TASK REQUIREMENTS: Exactly the lines from the one with "I am building" through the end of the records below are to be output, the first and last included, and no others.

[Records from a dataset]
BEGIN

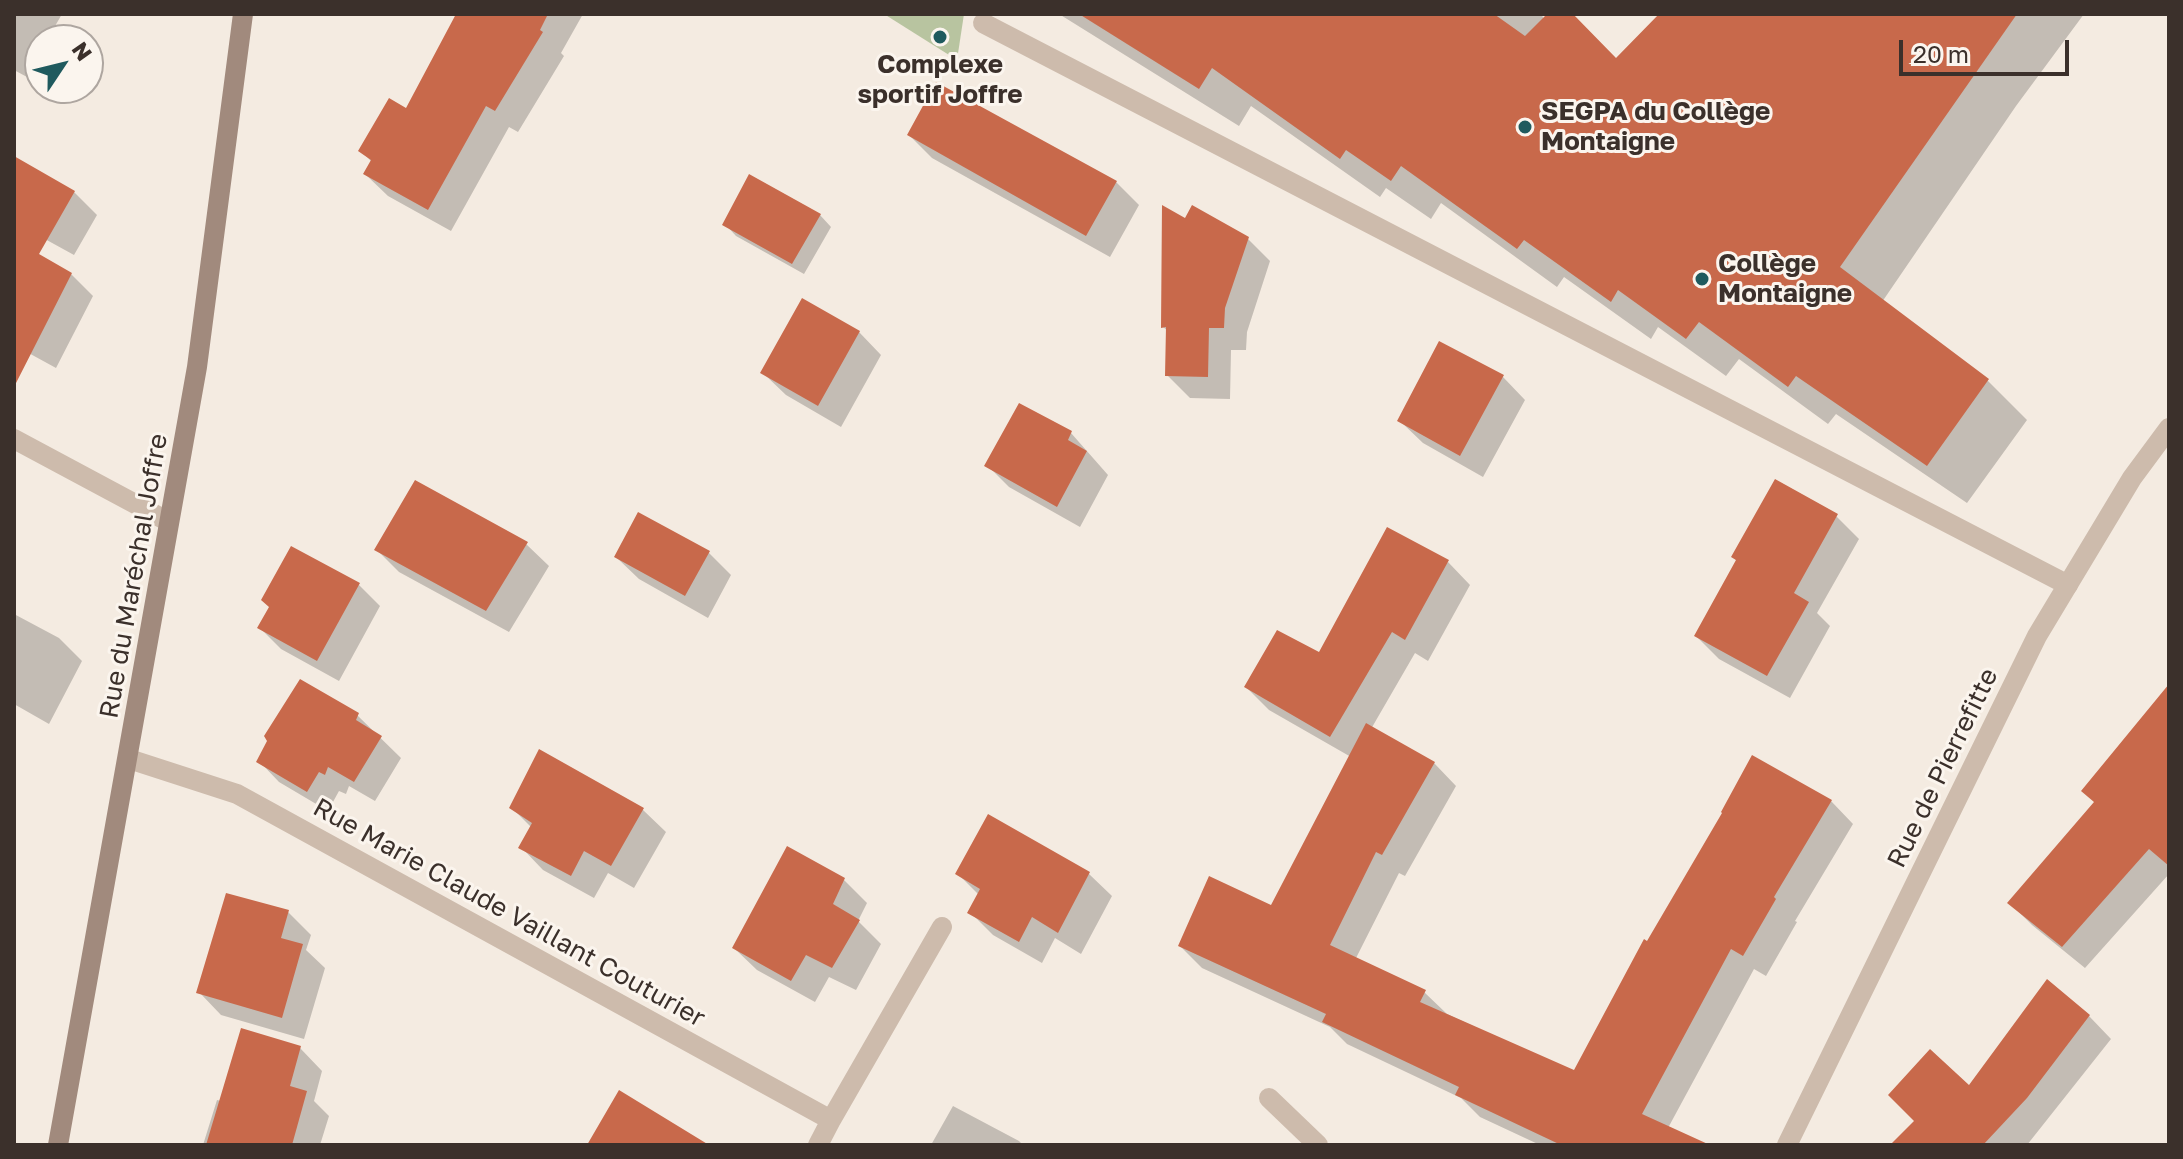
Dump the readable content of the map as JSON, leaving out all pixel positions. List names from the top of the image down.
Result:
{
  "streets": {
    "street": ["Rue du Maréchal Joffre", "Rue de Pierrefitte", "Rue Marie Claude Vaillant Couturier"]
  },
  "crossings": [
    ["Rue du Maréchal Joffre", "Rue Marie Claude Vaillant Couturier"]
  ],
  "places": ["Complexe sportif Joffre", "SEGPA du Collège Montaigne", "Collège Montaigne"],
  "scale_bar": "20 m",
  "north": "top right"
}
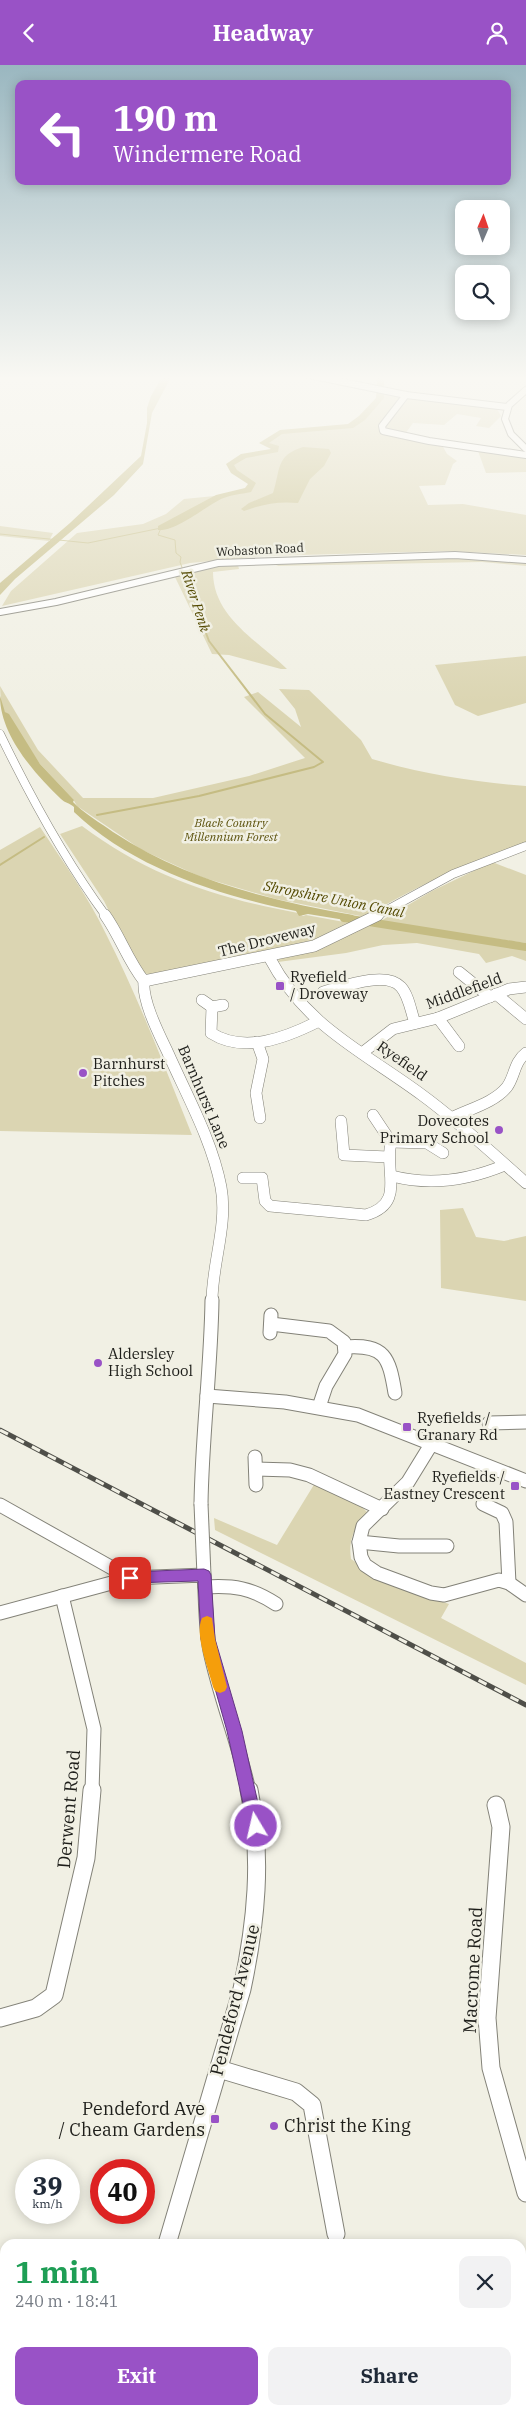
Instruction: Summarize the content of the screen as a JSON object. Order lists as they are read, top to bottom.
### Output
{
  "streets": {
    "street": [
      "Wobaston Road",
      "The Droveway",
      "Middlefield",
      "Ryefield",
      "Barnhurst Lane",
      "Derwent Road",
      "Macrome Road",
      "Pendeford Avenue"
    ]
  },
  "crossings": [
    ["The Droveway", "Ryefield"],
    ["The Droveway", "Barnhurst Lane"],
    ["Middlefield", "Ryefield"],
    ["Barnhurst Lane", "Pendeford Avenue"]
  ],
  "water": ["River Penk", "Shropshire Union Canal"],
  "parks": ["Black Country Millennium Forest"],
  "places": {
    "transit": [
      "Ryefield / Droveway",
      "Ryefields / Granary Rd",
      "Ryefields / Eastney Crescent",
      "Pendeford Ave / Cheam Gardens"
    ],
    "other": [
      "Barnhurst Pitches",
      "Dovecotes Primary School",
      "Aldersley High School",
      "Christ the King"
    ]
  },
  "north": "top",
  "page": {
    "header": "Headway",
    "turn": ["190 m", "Windermere Road"],
    "speed": "39 km/h",
    "limit": "40",
    "heading": ["1 min", "240 m · 18:41"],
    "buttons": ["Exit", "Share"]
  }
}
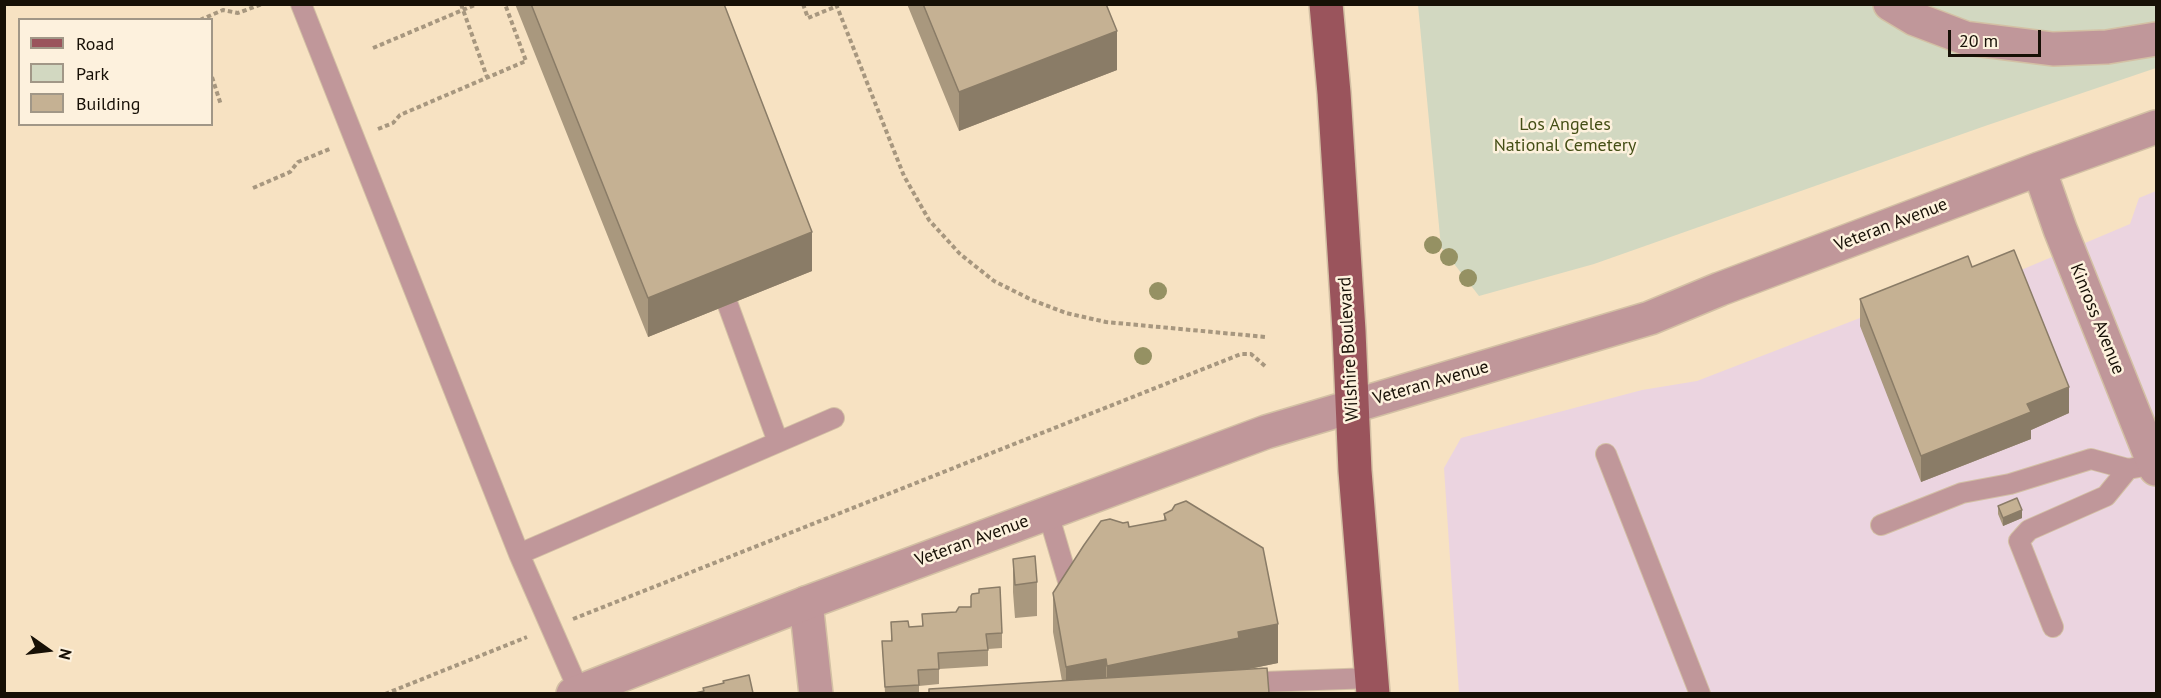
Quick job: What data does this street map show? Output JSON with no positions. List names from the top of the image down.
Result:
{
  "streets": {
    "main road": ["Wilshire Boulevard"],
    "street": ["Veteran Avenue", "Kinross Avenue"]
  },
  "crossings": [
    ["Veteran Avenue", "Kinross Avenue"],
    ["Veteran Avenue", "Wilshire Boulevard"]
  ],
  "parks": ["Los Angeles National Cemetery"],
  "legend": ["Road", "Park", "Building"],
  "scale_bar": "20 m",
  "north": "right"
}
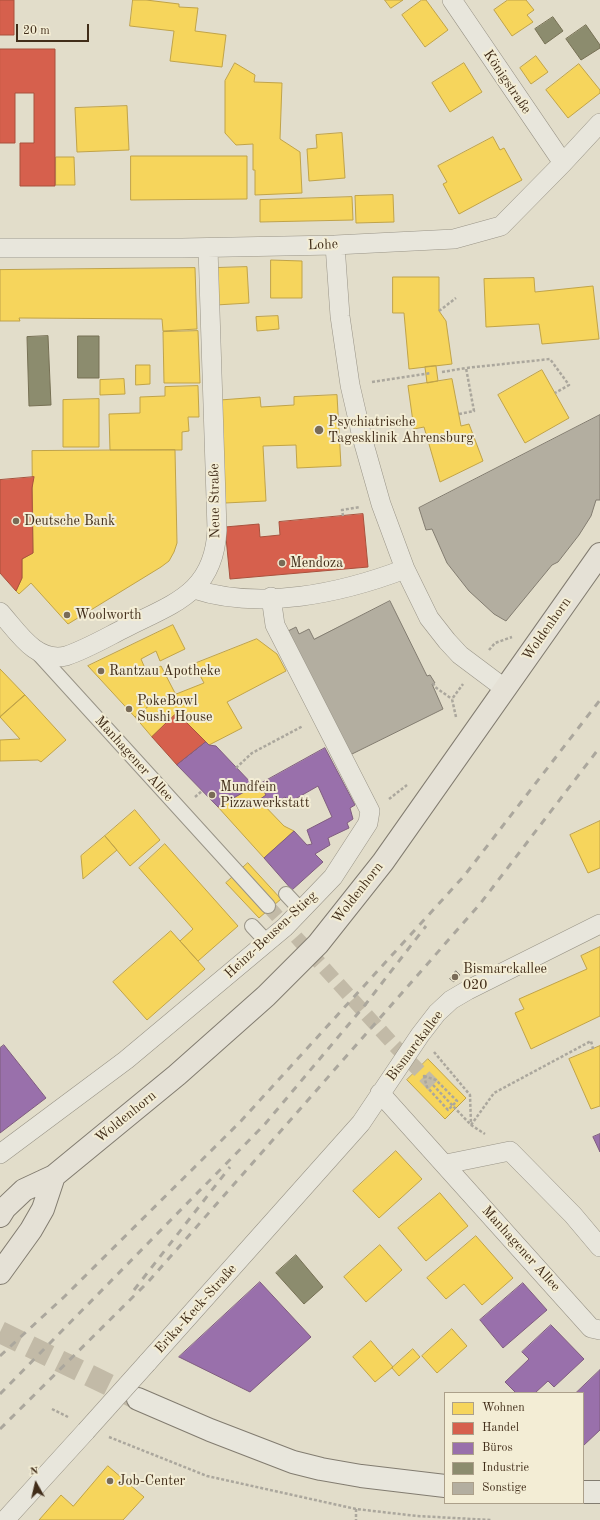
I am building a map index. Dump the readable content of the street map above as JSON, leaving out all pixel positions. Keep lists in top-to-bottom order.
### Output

END

ANSWER FOR THE TASK:
I am building a map index. Dump the readable content of the street map above as JSON, leaving out all pixel positions. Keep lists in top-to-bottom order.
### Output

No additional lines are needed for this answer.